Nothing I've read recently though, but that's pretty much all nonfiction.
posted by claudius at 8:33 PM on October 19, 2006


I second "The Hot Zone." The first chapter is perhaps one of the more nauseatingly gruesome things I've ever read, and after reading it, I was terrified to sleep, for fear of dreaming about it. Believeable because it happened, and more terrifying than any thriller for the same reason. Ebola's a nasty bug.
posted by ubersturm at 8:39 PM on October 19, 2006


Seconding Helter Skelter (nonfiction). What happened is scary, but it ain't nothin' compared to what they were trying to do.
posted by booksandlibretti at 8:40 PM on October 19, 2006


I'll also throw in for HoL and Ellis's stuff.
posted by dobbs at 8:42 PM on October 19, 2006


I've read the excellent "American Psycho" and I've seen the excellent "American Psycho". Novels are usually superior to movies but this is one (of few) time where I'll make an exception. That doesn't make the movie better, just different.
posted by Neiltupper at 8:44 PM on October 19, 2006


Did someone say relic? pshaw! Relic is for pussies!

Try Amazonia by James Rollins.
Or Sandstorm by James Rollins.
Or Subterranean by James Rollins.
Or Excavation by James Rollins! (notice a theme here?)

I first read Amazonia about a month ago - and i was scared witless!

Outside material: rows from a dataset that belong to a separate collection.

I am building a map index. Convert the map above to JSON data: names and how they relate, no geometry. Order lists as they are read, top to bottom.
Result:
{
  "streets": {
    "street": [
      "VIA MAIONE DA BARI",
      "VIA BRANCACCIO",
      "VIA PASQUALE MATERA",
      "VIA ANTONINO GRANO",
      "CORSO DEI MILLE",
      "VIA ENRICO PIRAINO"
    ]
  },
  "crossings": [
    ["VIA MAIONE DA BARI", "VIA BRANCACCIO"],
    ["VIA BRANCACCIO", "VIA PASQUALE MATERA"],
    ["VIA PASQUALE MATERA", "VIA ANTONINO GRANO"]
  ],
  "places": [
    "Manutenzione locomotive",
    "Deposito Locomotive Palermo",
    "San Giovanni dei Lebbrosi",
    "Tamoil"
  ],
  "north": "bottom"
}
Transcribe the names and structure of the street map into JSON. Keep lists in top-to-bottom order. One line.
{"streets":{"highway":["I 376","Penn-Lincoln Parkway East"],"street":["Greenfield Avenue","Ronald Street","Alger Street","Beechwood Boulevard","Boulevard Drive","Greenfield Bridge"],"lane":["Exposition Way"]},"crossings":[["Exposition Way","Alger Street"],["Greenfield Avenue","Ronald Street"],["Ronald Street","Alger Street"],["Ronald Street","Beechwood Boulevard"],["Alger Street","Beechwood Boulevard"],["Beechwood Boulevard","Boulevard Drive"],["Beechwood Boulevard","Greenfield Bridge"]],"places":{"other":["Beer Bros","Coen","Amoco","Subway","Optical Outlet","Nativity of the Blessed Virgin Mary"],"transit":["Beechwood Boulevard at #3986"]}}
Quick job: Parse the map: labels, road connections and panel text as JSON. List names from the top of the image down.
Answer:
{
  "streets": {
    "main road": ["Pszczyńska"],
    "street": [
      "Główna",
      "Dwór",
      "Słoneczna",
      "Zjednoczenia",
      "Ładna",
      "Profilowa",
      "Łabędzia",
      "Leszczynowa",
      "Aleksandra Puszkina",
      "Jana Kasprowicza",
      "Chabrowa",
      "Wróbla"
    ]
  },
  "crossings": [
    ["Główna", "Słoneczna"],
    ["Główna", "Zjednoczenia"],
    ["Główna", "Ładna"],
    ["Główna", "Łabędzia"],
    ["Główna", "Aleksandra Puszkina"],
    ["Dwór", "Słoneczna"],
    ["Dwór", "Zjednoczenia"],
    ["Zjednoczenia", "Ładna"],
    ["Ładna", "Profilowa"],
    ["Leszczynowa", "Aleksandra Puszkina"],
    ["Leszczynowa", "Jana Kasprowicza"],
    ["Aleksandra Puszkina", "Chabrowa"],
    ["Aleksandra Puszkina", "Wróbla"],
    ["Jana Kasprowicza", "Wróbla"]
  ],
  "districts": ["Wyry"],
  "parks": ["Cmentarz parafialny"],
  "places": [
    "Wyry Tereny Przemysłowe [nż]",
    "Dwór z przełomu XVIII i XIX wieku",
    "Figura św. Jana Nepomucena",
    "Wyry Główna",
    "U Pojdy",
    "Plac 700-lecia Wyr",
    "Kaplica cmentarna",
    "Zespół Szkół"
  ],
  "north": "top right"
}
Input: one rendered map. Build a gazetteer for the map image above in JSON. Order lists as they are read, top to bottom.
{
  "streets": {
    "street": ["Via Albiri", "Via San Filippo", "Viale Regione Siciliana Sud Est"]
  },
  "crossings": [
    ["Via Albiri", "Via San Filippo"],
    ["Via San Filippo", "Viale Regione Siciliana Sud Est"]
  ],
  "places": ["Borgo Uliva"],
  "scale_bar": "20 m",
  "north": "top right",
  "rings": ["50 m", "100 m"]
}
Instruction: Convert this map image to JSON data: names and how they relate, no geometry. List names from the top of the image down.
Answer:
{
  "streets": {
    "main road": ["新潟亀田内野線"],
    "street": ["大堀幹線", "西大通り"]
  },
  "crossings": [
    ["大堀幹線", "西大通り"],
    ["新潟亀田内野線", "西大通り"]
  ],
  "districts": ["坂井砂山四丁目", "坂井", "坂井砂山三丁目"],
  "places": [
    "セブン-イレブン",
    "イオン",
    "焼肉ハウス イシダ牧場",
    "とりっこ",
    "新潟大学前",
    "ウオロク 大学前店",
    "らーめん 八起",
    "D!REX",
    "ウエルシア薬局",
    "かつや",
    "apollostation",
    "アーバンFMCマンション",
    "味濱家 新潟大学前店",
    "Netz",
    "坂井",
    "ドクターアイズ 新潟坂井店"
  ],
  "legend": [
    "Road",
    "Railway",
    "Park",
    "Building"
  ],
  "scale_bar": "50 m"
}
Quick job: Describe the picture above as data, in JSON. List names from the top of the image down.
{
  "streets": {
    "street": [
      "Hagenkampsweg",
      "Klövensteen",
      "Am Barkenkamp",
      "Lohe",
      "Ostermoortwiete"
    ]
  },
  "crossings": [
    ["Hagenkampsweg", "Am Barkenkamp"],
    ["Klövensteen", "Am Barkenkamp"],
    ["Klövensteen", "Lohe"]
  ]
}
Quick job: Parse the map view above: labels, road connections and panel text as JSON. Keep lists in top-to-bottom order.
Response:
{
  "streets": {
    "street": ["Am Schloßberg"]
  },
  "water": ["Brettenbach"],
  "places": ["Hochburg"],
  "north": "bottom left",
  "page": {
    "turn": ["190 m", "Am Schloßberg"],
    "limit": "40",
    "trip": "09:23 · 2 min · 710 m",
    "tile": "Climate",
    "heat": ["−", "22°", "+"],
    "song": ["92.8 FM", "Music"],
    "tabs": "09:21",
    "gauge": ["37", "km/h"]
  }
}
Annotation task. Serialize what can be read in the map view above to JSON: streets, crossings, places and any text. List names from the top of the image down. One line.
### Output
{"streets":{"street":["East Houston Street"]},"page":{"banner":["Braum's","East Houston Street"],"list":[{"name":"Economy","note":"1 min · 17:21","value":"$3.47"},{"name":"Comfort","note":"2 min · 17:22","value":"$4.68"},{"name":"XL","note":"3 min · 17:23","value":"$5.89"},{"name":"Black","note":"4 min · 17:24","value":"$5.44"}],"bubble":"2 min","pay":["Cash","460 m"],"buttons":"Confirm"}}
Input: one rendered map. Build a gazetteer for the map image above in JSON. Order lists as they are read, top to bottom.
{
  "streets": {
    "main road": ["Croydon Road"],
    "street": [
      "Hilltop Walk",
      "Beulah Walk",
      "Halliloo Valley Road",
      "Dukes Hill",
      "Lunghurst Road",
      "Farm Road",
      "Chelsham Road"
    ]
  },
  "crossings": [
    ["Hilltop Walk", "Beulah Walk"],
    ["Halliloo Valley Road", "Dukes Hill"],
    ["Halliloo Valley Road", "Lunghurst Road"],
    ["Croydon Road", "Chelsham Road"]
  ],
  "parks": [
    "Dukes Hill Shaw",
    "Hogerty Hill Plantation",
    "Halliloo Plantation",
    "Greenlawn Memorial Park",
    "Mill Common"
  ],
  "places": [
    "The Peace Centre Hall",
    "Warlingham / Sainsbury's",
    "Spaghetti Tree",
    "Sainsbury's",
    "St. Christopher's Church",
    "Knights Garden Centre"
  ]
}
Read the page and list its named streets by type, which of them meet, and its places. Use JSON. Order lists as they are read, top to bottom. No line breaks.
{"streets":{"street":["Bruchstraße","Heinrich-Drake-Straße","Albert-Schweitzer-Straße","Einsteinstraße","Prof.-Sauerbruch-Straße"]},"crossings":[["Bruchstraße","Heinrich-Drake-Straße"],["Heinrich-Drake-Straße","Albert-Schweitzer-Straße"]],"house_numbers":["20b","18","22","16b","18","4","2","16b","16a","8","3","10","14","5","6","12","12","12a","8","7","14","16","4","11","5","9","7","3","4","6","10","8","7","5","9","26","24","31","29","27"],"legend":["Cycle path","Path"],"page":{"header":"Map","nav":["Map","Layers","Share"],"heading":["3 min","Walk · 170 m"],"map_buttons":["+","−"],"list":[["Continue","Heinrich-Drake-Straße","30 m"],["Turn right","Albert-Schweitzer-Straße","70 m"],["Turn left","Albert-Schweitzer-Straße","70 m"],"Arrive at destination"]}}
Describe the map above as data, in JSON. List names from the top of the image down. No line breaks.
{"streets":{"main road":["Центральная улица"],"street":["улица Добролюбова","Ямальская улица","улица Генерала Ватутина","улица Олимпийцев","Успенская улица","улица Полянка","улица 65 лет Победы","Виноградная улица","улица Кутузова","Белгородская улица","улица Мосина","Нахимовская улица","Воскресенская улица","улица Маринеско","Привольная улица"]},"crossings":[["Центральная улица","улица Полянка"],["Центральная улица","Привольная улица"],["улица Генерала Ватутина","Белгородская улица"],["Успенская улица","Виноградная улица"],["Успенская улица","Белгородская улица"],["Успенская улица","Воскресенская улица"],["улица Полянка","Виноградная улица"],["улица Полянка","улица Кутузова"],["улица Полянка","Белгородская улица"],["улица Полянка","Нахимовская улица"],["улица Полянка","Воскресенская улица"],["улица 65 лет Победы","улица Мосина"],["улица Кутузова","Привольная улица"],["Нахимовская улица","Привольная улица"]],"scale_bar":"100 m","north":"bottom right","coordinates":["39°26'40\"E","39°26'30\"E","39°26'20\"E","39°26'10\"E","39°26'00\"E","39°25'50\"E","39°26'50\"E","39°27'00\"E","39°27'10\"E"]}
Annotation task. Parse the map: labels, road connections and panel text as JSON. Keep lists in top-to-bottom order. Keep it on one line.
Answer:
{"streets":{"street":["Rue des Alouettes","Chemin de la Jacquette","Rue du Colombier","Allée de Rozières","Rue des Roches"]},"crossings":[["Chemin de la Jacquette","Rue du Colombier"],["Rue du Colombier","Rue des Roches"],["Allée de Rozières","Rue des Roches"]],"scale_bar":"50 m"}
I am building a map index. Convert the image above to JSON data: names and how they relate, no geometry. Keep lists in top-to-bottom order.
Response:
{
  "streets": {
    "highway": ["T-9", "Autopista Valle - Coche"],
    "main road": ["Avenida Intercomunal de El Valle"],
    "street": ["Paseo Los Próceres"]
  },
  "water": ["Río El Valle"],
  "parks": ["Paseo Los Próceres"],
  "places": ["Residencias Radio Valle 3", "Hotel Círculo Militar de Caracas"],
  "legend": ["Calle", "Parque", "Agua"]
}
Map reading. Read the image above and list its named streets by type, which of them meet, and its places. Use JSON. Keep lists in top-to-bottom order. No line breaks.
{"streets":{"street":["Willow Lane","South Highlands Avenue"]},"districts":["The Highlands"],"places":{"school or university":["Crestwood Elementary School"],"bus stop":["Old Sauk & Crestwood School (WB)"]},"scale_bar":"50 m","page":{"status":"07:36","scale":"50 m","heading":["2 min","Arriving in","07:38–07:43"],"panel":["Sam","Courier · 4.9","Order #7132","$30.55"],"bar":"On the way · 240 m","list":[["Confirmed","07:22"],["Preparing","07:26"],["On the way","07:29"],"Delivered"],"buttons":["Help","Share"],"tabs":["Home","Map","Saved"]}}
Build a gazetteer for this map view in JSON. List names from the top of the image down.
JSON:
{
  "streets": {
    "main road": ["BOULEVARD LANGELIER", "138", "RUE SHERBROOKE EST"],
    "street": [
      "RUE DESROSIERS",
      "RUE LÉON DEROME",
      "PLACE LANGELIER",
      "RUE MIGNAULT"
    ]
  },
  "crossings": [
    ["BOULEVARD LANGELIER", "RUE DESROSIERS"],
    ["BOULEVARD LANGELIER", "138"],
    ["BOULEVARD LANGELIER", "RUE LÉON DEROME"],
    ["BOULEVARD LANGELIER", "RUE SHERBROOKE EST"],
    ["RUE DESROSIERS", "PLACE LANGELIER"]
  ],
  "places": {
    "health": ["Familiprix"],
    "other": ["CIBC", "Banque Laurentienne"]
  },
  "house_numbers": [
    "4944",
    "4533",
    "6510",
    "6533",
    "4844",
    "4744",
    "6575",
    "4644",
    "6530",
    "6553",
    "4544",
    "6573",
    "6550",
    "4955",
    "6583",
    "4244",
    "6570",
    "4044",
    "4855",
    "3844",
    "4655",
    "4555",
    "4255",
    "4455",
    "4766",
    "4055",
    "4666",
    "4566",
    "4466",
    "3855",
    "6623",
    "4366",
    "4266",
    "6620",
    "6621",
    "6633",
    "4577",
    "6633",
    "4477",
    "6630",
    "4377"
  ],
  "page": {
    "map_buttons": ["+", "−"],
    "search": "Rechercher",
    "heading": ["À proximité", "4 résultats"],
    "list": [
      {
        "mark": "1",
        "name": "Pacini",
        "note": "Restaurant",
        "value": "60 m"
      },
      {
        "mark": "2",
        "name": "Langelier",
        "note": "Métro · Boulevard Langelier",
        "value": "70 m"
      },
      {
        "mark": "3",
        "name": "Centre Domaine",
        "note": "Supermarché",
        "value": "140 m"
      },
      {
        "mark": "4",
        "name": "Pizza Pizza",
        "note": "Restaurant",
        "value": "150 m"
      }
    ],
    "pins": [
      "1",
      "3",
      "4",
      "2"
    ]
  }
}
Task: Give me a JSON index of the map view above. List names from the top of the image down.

And immediately went out and bought all his books. I'm yet to start Black Order (his latest) and already the thought of it gives me chills - It's set in a tibetan monastery. But so far my favorites (and scariest) have been Amazonia and Subterranean.
posted by ramix at 9:13 PM on October 19, 2006


Yet another vote for Richard Preston's The Hot Zone. The scariest part is that it's a true story.
posted by blueberry at 9:19 PM on October 19, 2006


House of Leaves wasn't even close to scary. I read it and wasn't even slightly chilled. I just sat there thinking how dumb it was and how irritating the typographical gimmicks were. (How is a house that is bigger on the inside than on the outside a premise for a "scary" book, anyway?)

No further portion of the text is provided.